Identidad femenina en la narrativa negra

En metro de Nueva York en los 70. Fotografía de Camilo Jose Vergara.

Por Scarlett Ramírez

Cuando recién comencé mis estudios literarios pensaba y repensaba qué era la literatura y, principalmente, qué y a quiénes escribía la literatura. Imaginaba personajes grandes de la talla de Don Quijote o Sancho, Ulises, Gregorio Samsa, Dorian Gray, Hamlet, El Lazarillo de Tormes, Dante, El Principito, El Gran Gatsby, Meursault, Sherlock, que aunque no pertenecieran a la misma corriente, género o tradición destacaban por una característica en común: eran varones. Crecí leyendo Pedro Páramo de Juan Rulfo y Macario de B. Traven, después conocí a Edgar Allan Poe y a Lovecraft, leí a Joe Hill sin saber que era hijo de Stephen King y en medio de mi desarrollo y crecimiento literario (que no sólo se atribuyó a los autores y obras mencionadas) me pregunté, ¿y dónde estás las mujeres?

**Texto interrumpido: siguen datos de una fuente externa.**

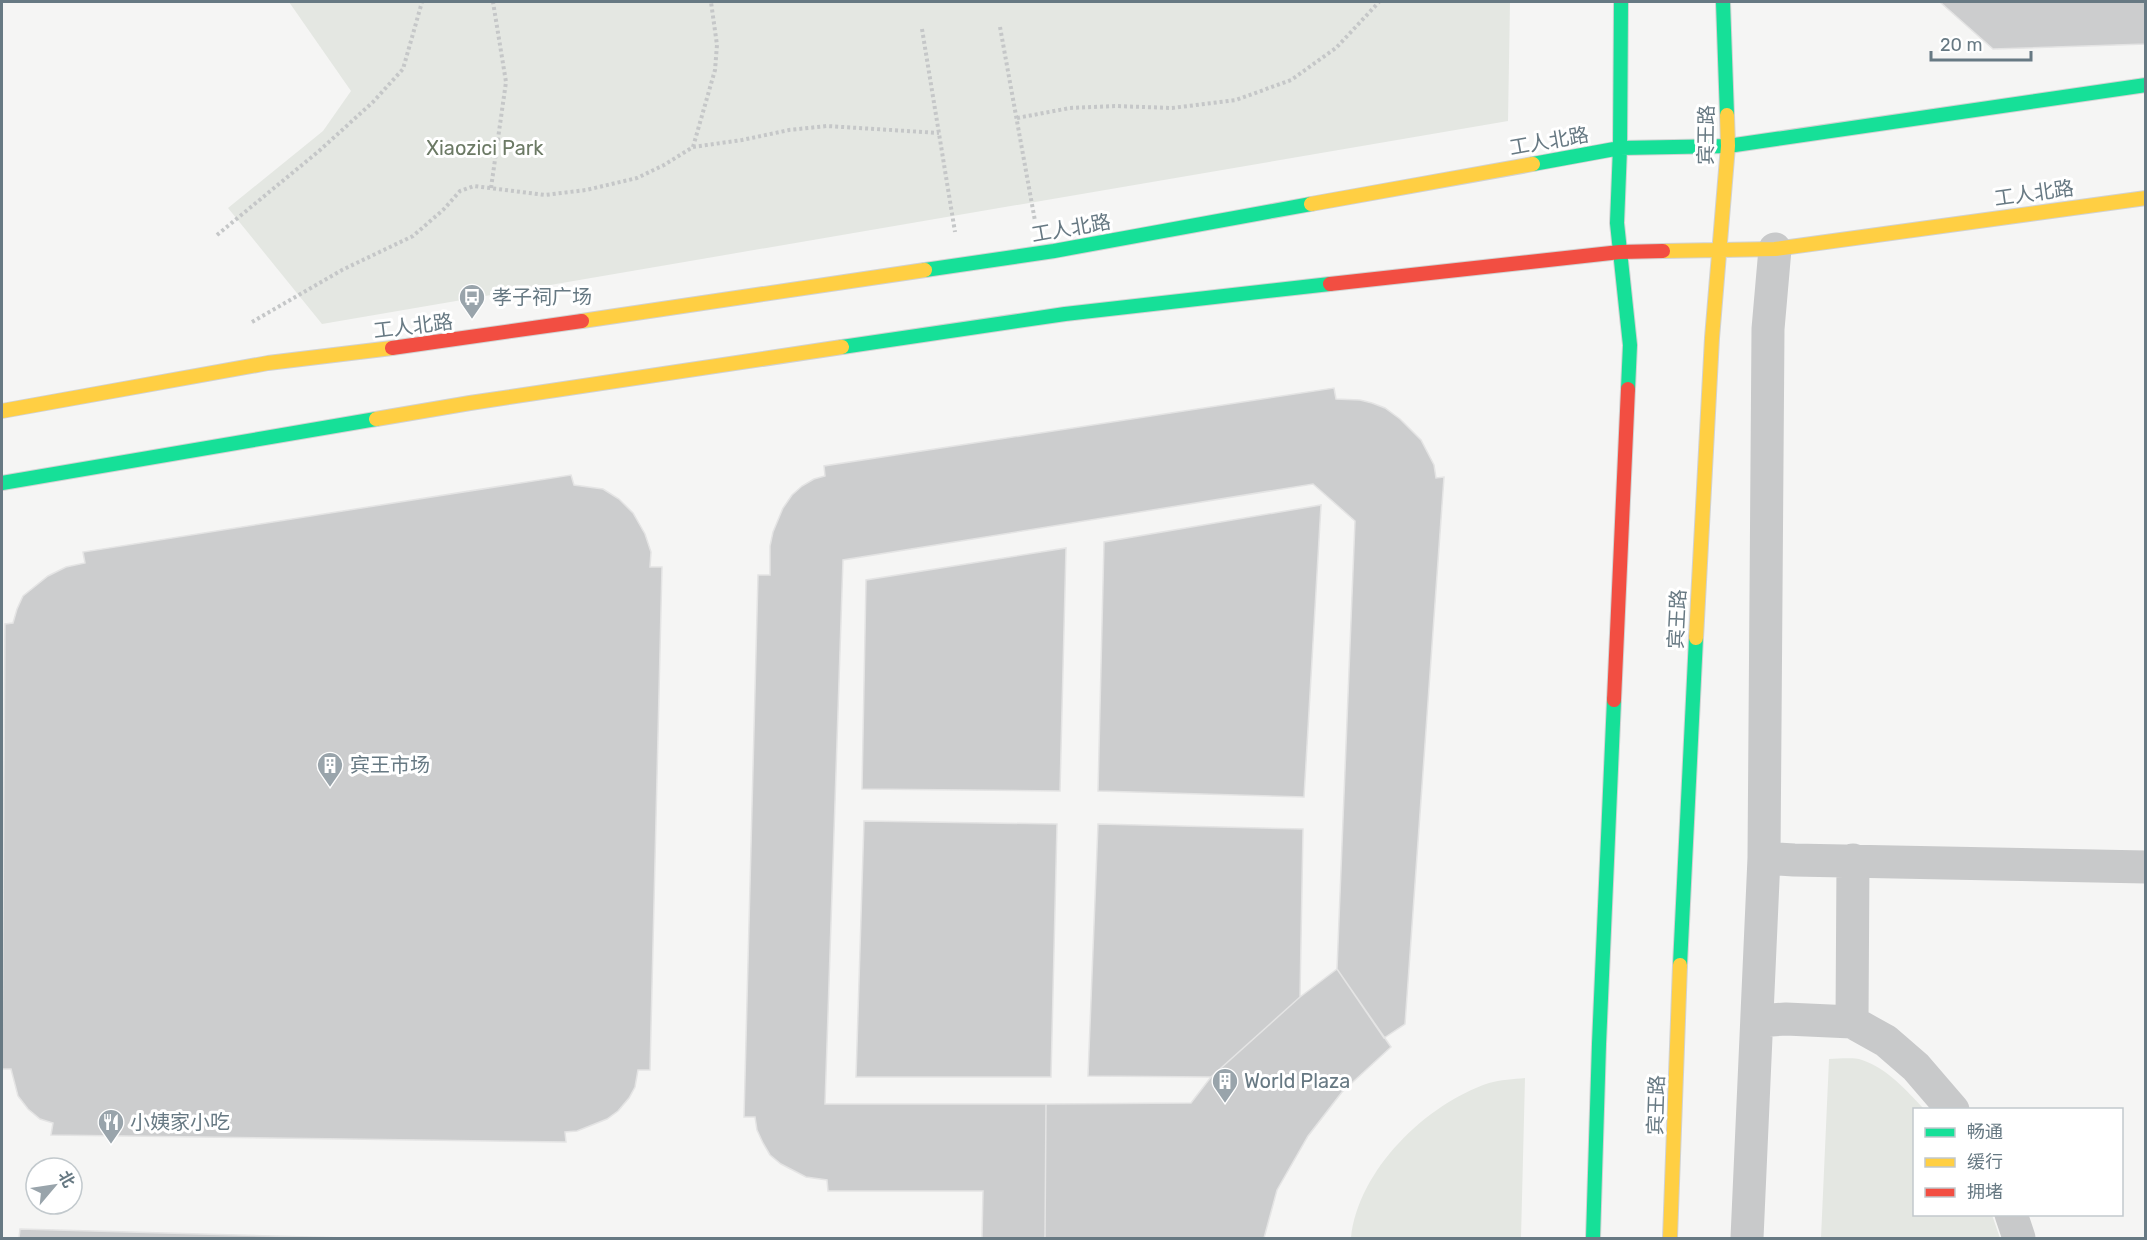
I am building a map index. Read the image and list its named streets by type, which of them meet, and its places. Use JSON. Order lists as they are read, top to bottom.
{
  "streets": {
    "street": ["宾王路", "工人北路"]
  },
  "crossings": [
    ["宾王路", "工人北路"]
  ],
  "parks": ["Xiaozici Park"],
  "places": {
    "bus stop": ["孝子祠广场"],
    "building": ["宾王市场", "World Plaza"],
    "restaurant": ["小姨家小吃"]
  },
  "legend": ["畅通", "缓行", "拥堵"],
  "scale_bar": "20 m",
  "north": "top right"
}
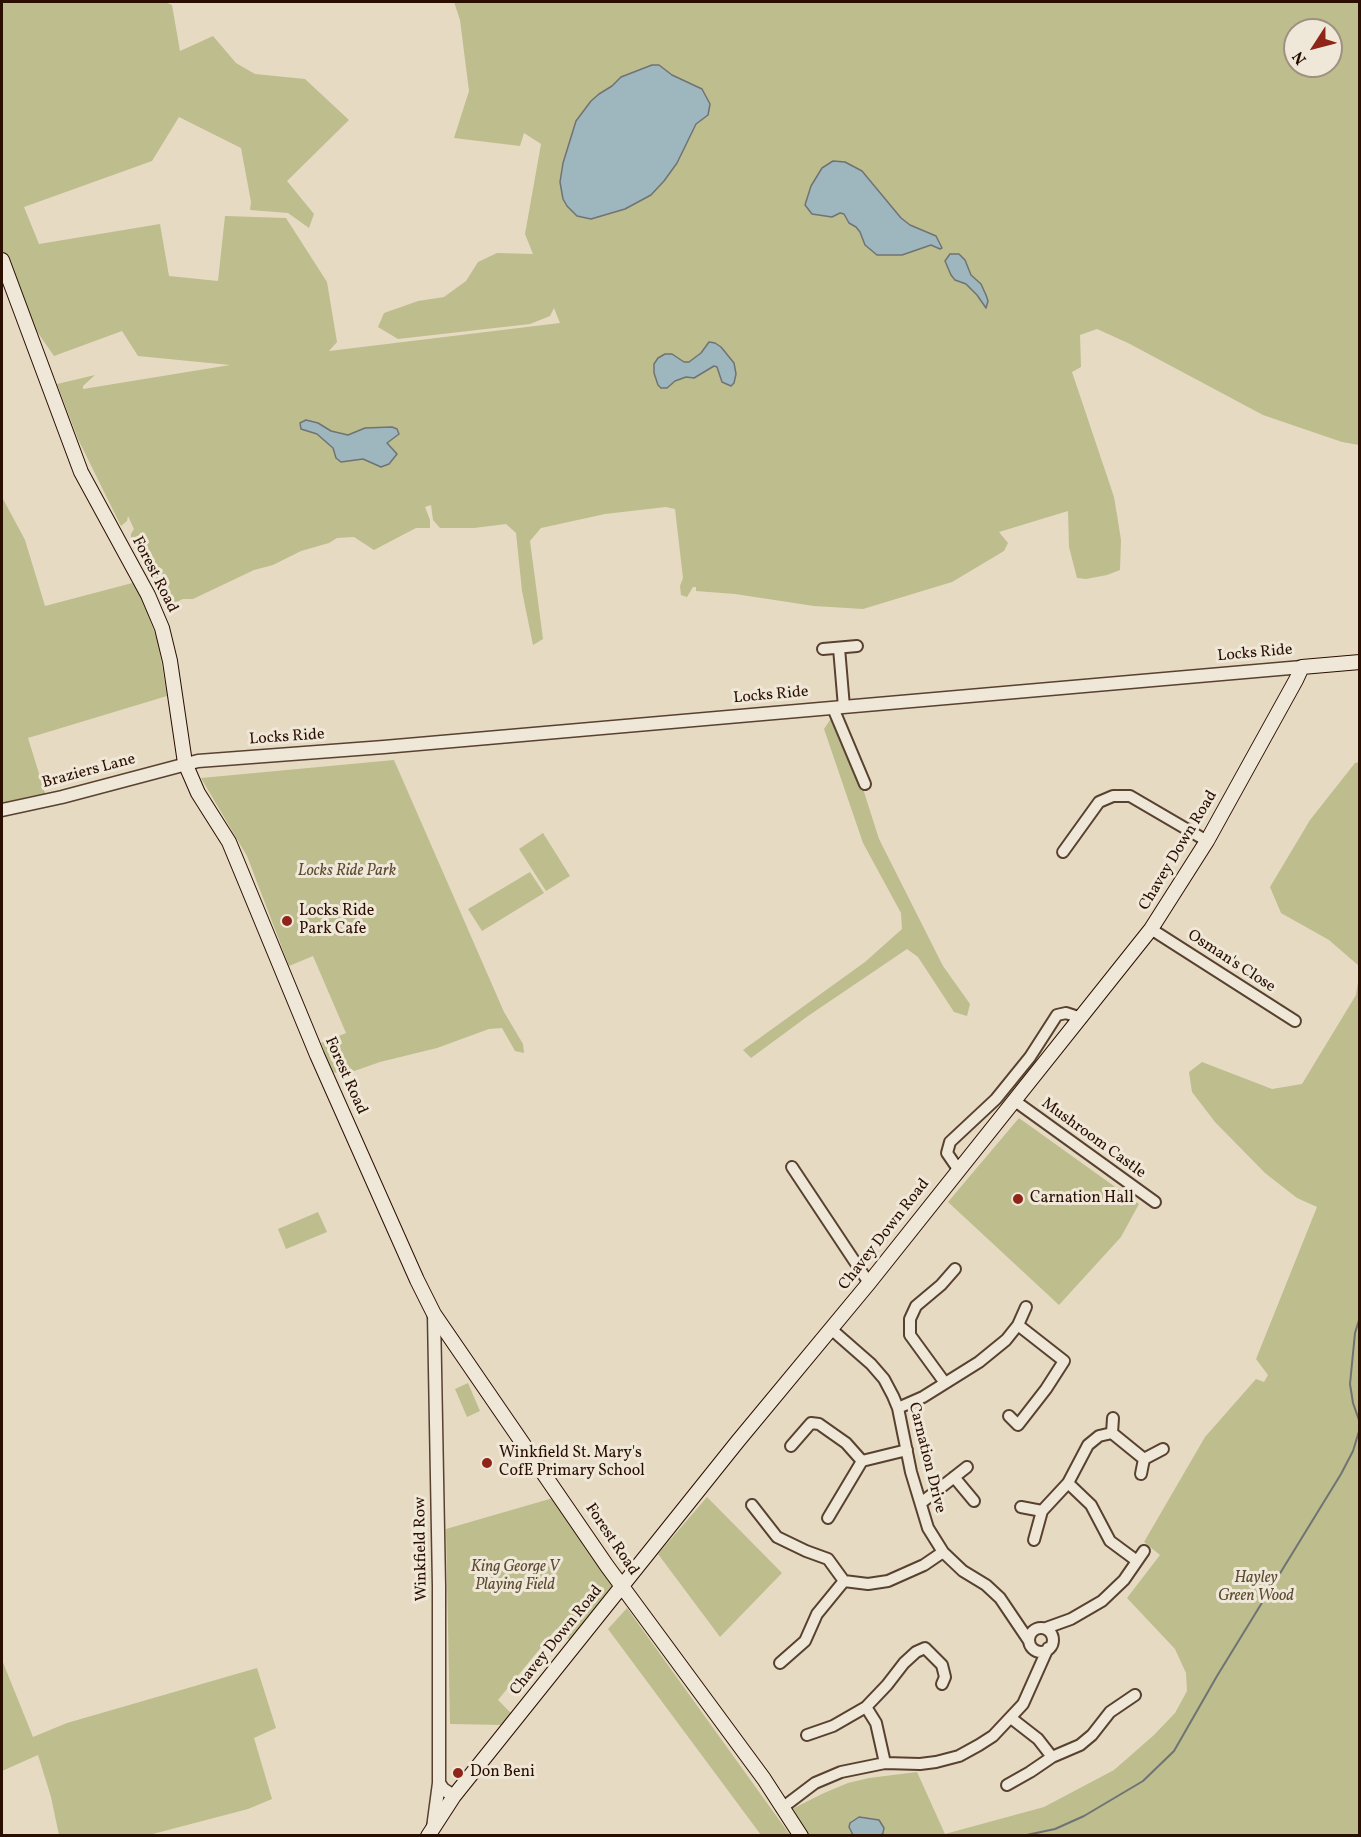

Fue ahí cuando constaté que se me había privado o limitado de conocer personajes femeninos de la talla de Ana Karenina, Emma Bovary, Beatriz, Celestina, Lady Macbeth, Alicia, Julieta, Scherezade, Miss Marple, Lolita y que, de la misma forma, mi campo formativo había hecho a un lado a las autoras del gran despliegue de las obras literarias. Al menos así sucedió conmigo, mis profesores me habían mantenido en secreto el gran significado de la identidad femenina en el mundo literario.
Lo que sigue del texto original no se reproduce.